_WORK REQUIRED:_
Every record should be restated exactly, with no images included.
··········
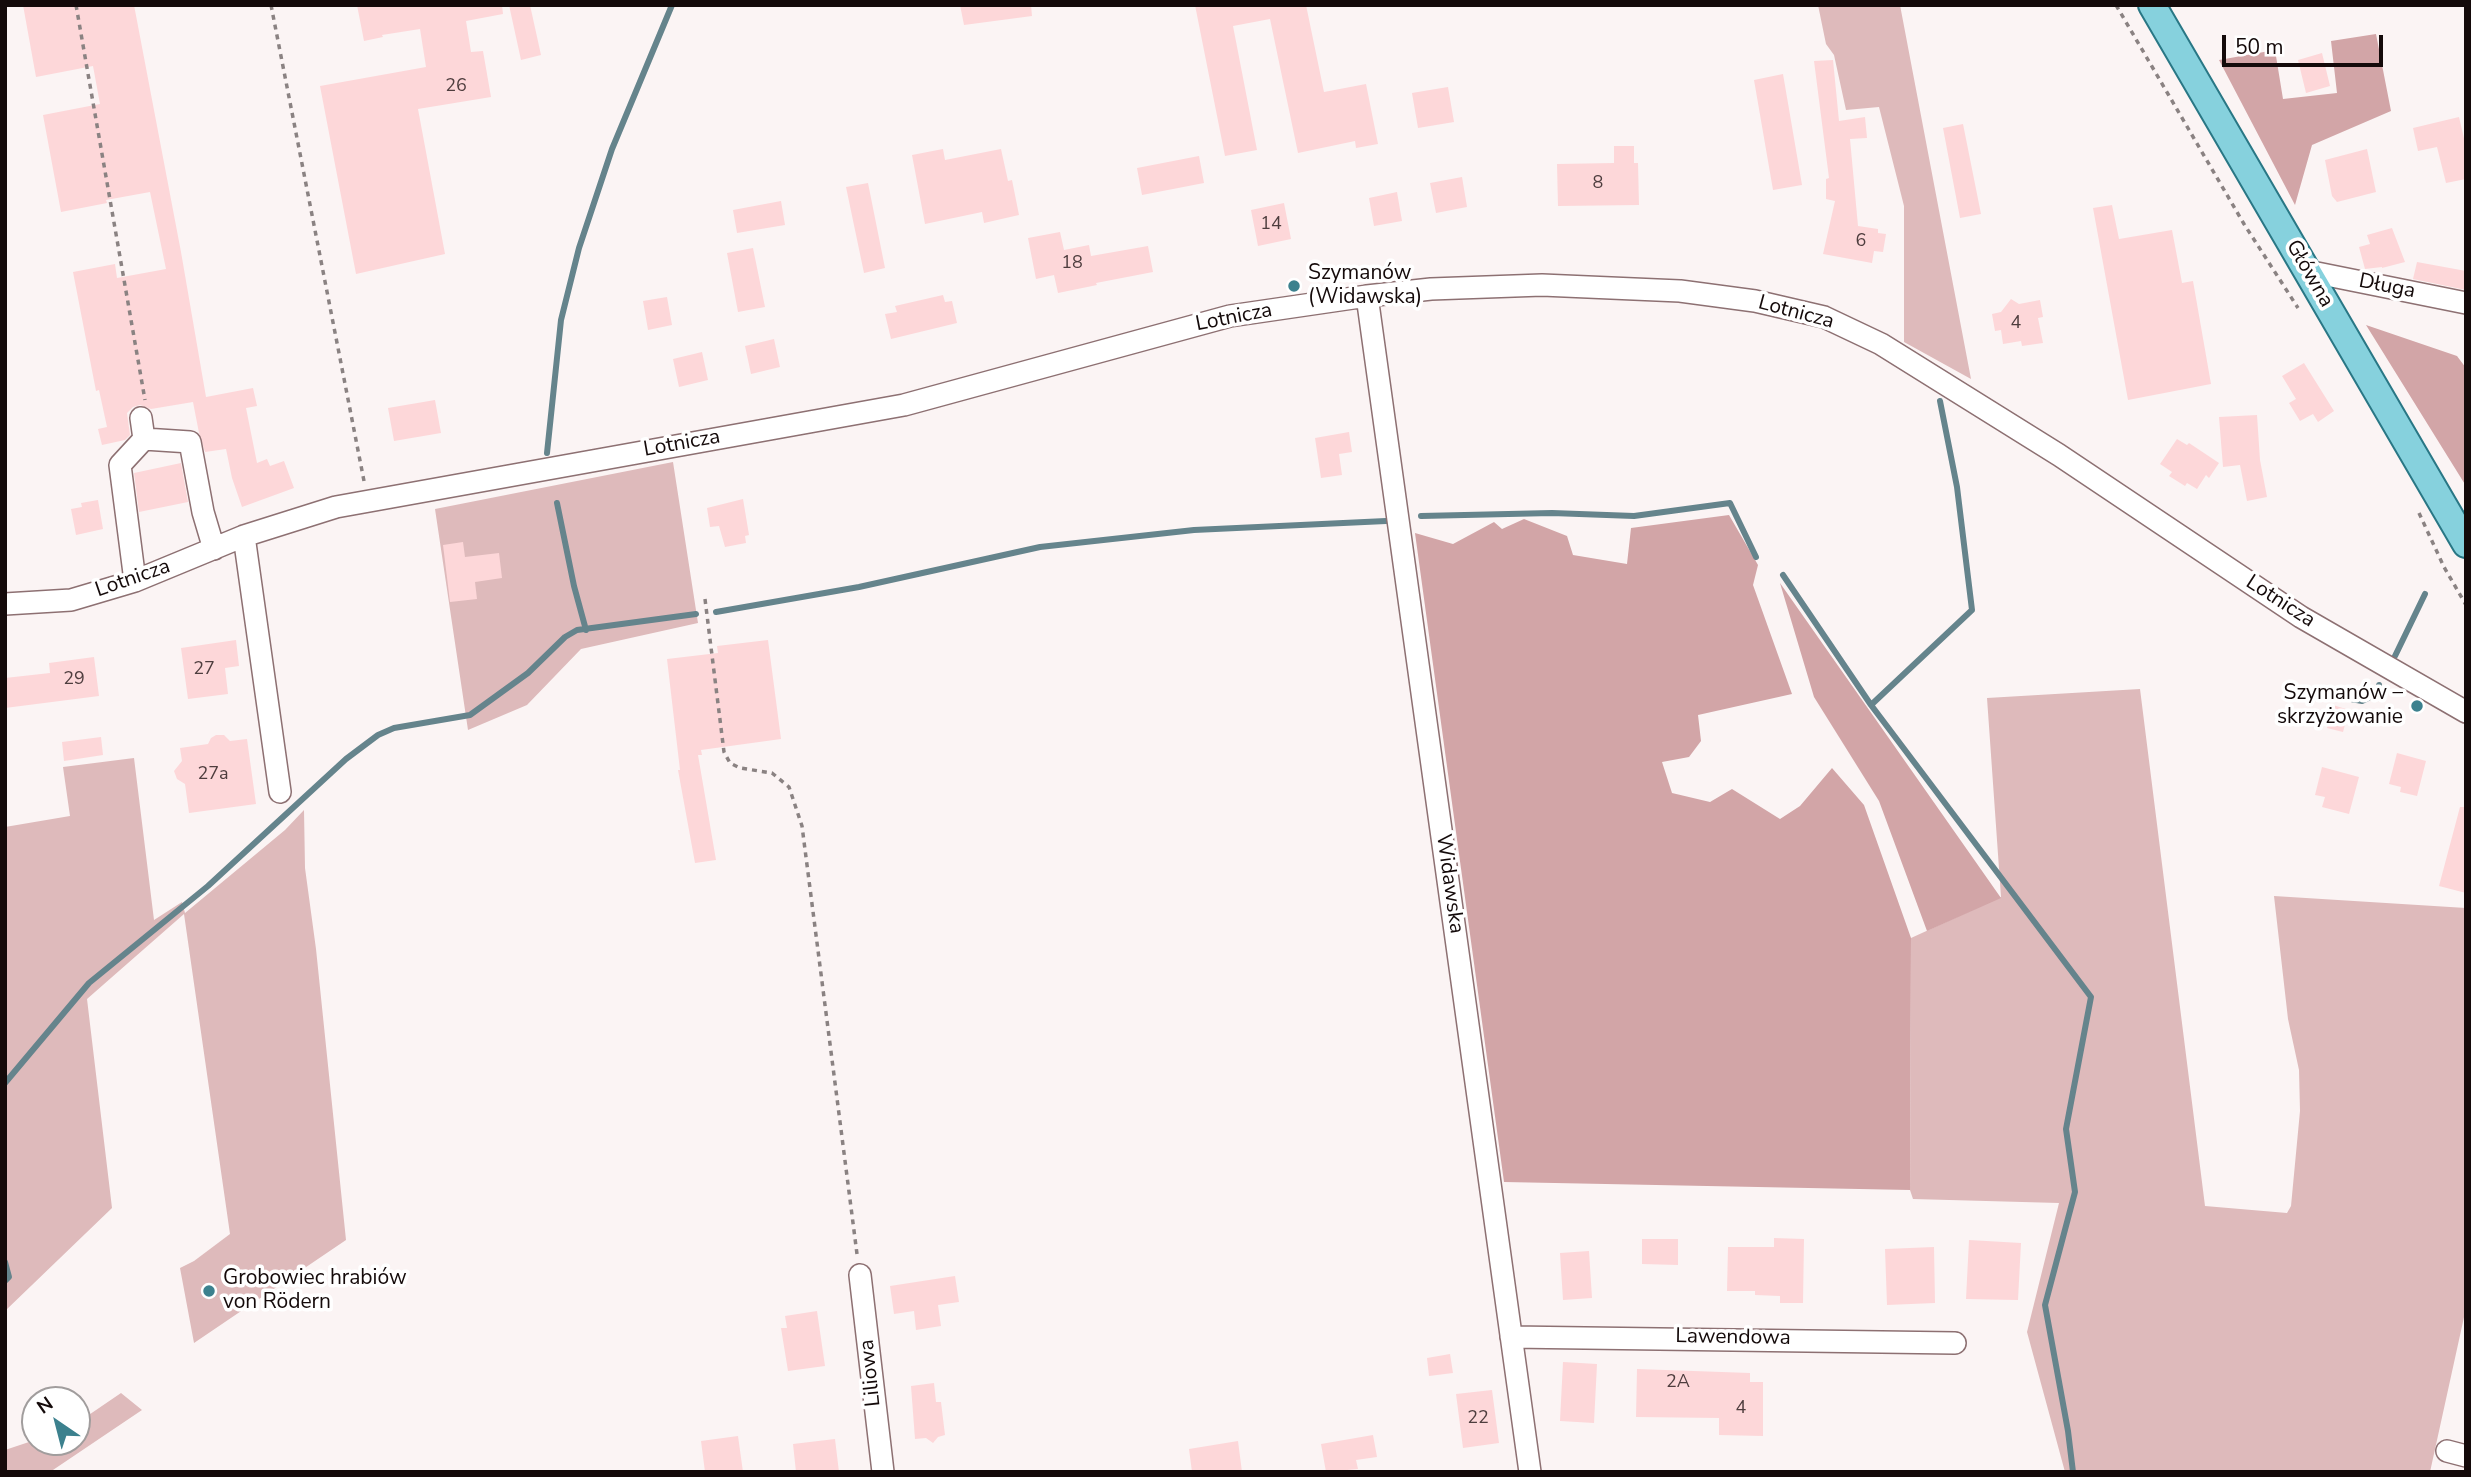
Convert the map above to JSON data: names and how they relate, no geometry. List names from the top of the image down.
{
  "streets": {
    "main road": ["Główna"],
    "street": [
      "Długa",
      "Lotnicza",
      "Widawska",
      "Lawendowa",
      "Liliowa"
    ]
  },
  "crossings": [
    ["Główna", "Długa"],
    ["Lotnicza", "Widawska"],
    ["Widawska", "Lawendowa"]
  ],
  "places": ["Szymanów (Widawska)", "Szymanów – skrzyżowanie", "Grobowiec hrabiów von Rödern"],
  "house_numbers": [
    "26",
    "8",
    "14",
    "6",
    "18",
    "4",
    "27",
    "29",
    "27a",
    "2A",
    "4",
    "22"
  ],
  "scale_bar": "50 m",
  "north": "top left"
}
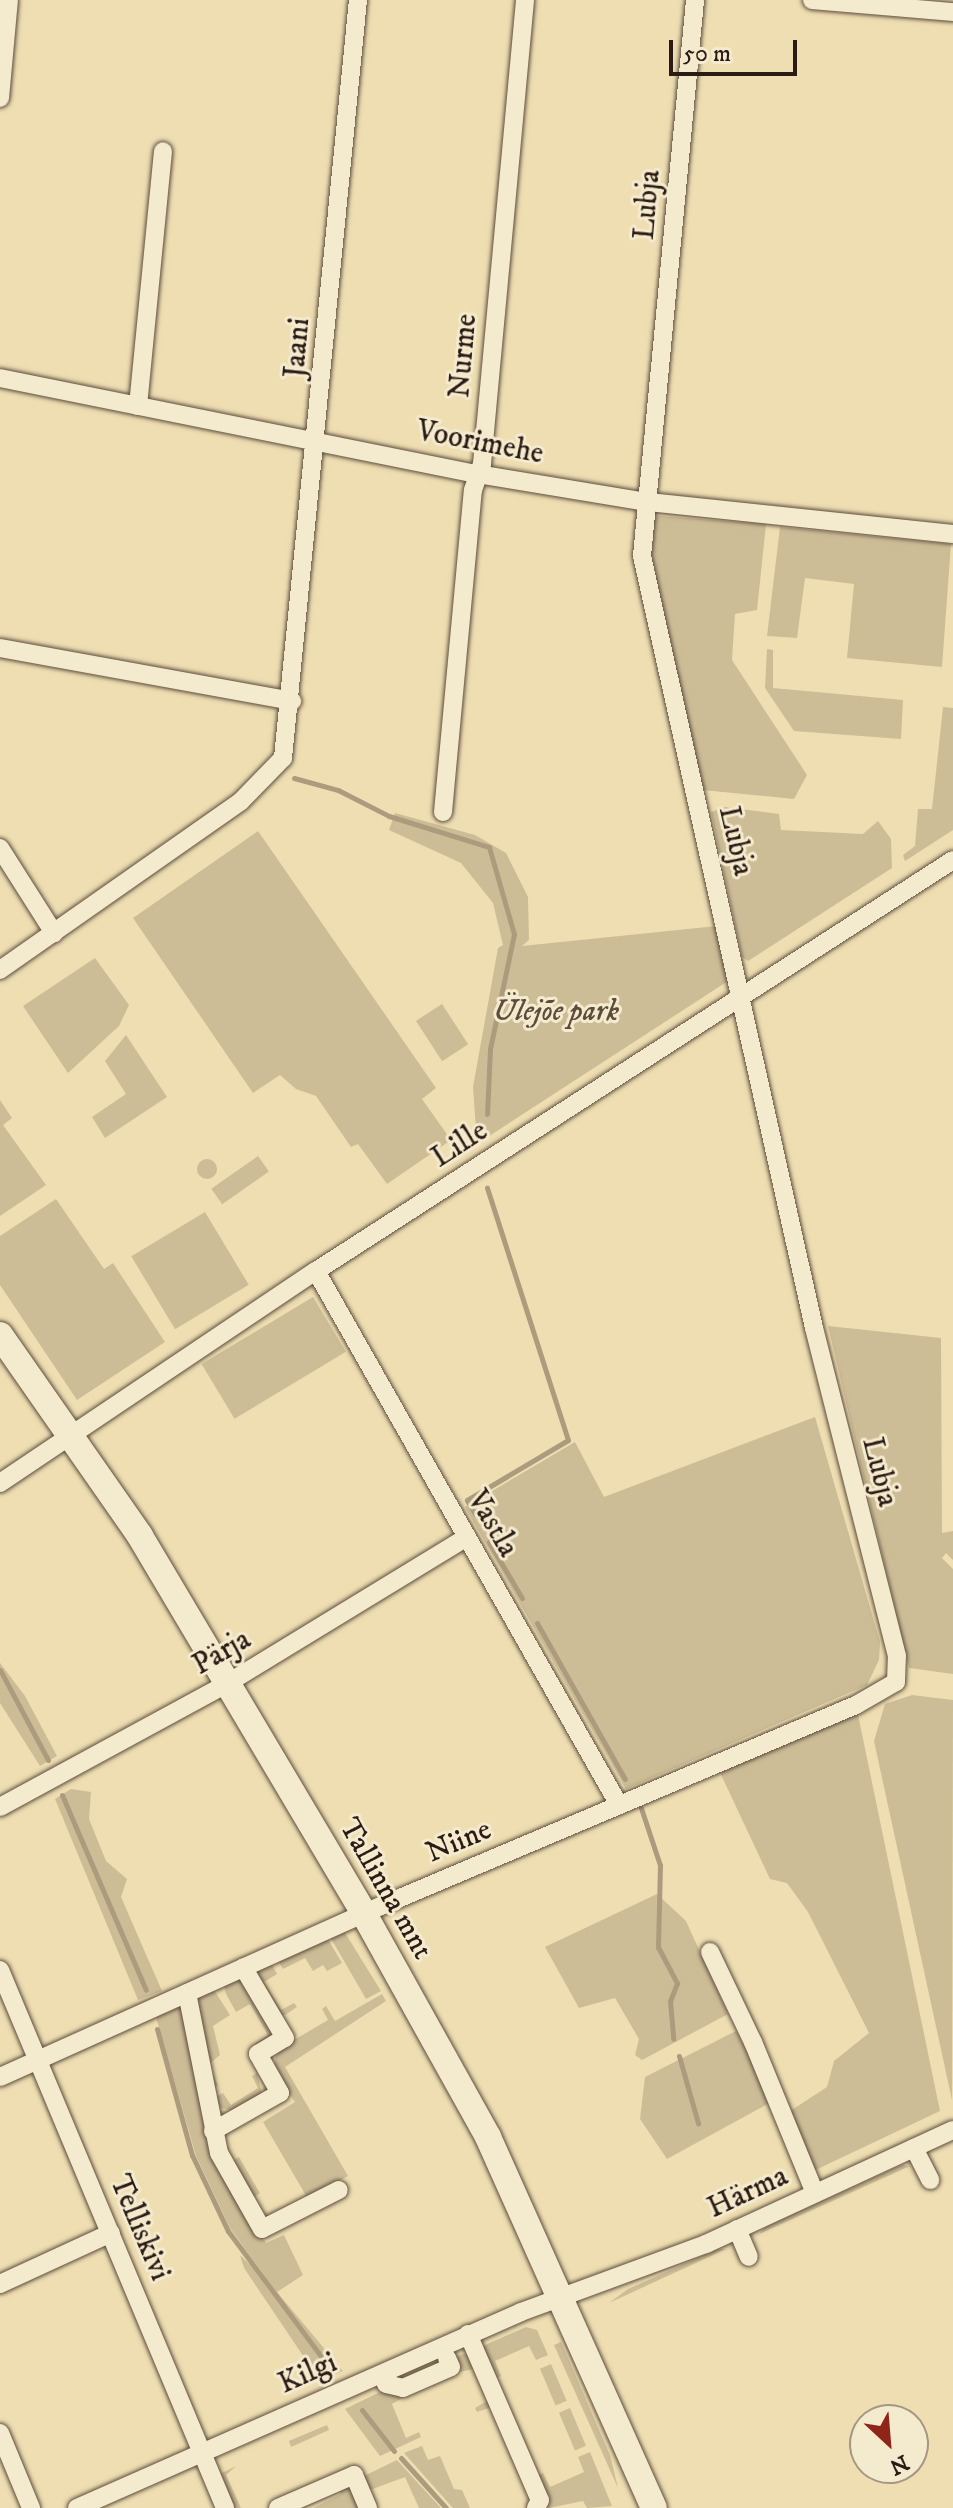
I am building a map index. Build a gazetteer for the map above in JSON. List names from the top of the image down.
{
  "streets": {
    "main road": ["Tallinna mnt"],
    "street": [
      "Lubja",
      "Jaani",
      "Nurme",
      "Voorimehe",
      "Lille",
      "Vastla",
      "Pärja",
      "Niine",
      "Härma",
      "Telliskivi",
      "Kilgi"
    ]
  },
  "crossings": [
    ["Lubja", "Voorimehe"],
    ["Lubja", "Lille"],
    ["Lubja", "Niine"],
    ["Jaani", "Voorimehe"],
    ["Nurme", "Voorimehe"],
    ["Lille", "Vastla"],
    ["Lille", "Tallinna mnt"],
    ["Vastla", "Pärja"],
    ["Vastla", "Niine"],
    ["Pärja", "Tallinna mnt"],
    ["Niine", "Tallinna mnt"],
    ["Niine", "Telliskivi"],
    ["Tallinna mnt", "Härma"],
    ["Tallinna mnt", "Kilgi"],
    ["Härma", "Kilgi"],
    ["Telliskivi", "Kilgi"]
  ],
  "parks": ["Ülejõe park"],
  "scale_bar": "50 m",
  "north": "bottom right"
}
··········
_ANSWER BELOW:_
Convert the map above to JSON data: names and how they relate, no geometry. List names from the top of the image down.
{
  "streets": {
    "main road": ["Główna"],
    "street": [
      "Długa",
      "Lotnicza",
      "Widawska",
      "Lawendowa",
      "Liliowa"
    ]
  },
  "crossings": [
    ["Główna", "Długa"],
    ["Lotnicza", "Widawska"],
    ["Widawska", "Lawendowa"]
  ],
  "places": ["Szymanów (Widawska)", "Szymanów – skrzyżowanie", "Grobowiec hrabiów von Rödern"],
  "house_numbers": [
    "26",
    "8",
    "14",
    "6",
    "18",
    "4",
    "27",
    "29",
    "27a",
    "2A",
    "4",
    "22"
  ],
  "scale_bar": "50 m",
  "north": "top left"
}
I am building a map index. Build a gazetteer for the map above in JSON. List names from the top of the image down.
{
  "streets": {
    "main road": ["Tallinna mnt"],
    "street": [
      "Lubja",
      "Jaani",
      "Nurme",
      "Voorimehe",
      "Lille",
      "Vastla",
      "Pärja",
      "Niine",
      "Härma",
      "Telliskivi",
      "Kilgi"
    ]
  },
  "crossings": [
    ["Lubja", "Voorimehe"],
    ["Lubja", "Lille"],
    ["Lubja", "Niine"],
    ["Jaani", "Voorimehe"],
    ["Nurme", "Voorimehe"],
    ["Lille", "Vastla"],
    ["Lille", "Tallinna mnt"],
    ["Vastla", "Pärja"],
    ["Vastla", "Niine"],
    ["Pärja", "Tallinna mnt"],
    ["Niine", "Tallinna mnt"],
    ["Niine", "Telliskivi"],
    ["Tallinna mnt", "Härma"],
    ["Tallinna mnt", "Kilgi"],
    ["Härma", "Kilgi"],
    ["Telliskivi", "Kilgi"]
  ],
  "parks": ["Ülejõe park"],
  "scale_bar": "50 m",
  "north": "bottom right"
}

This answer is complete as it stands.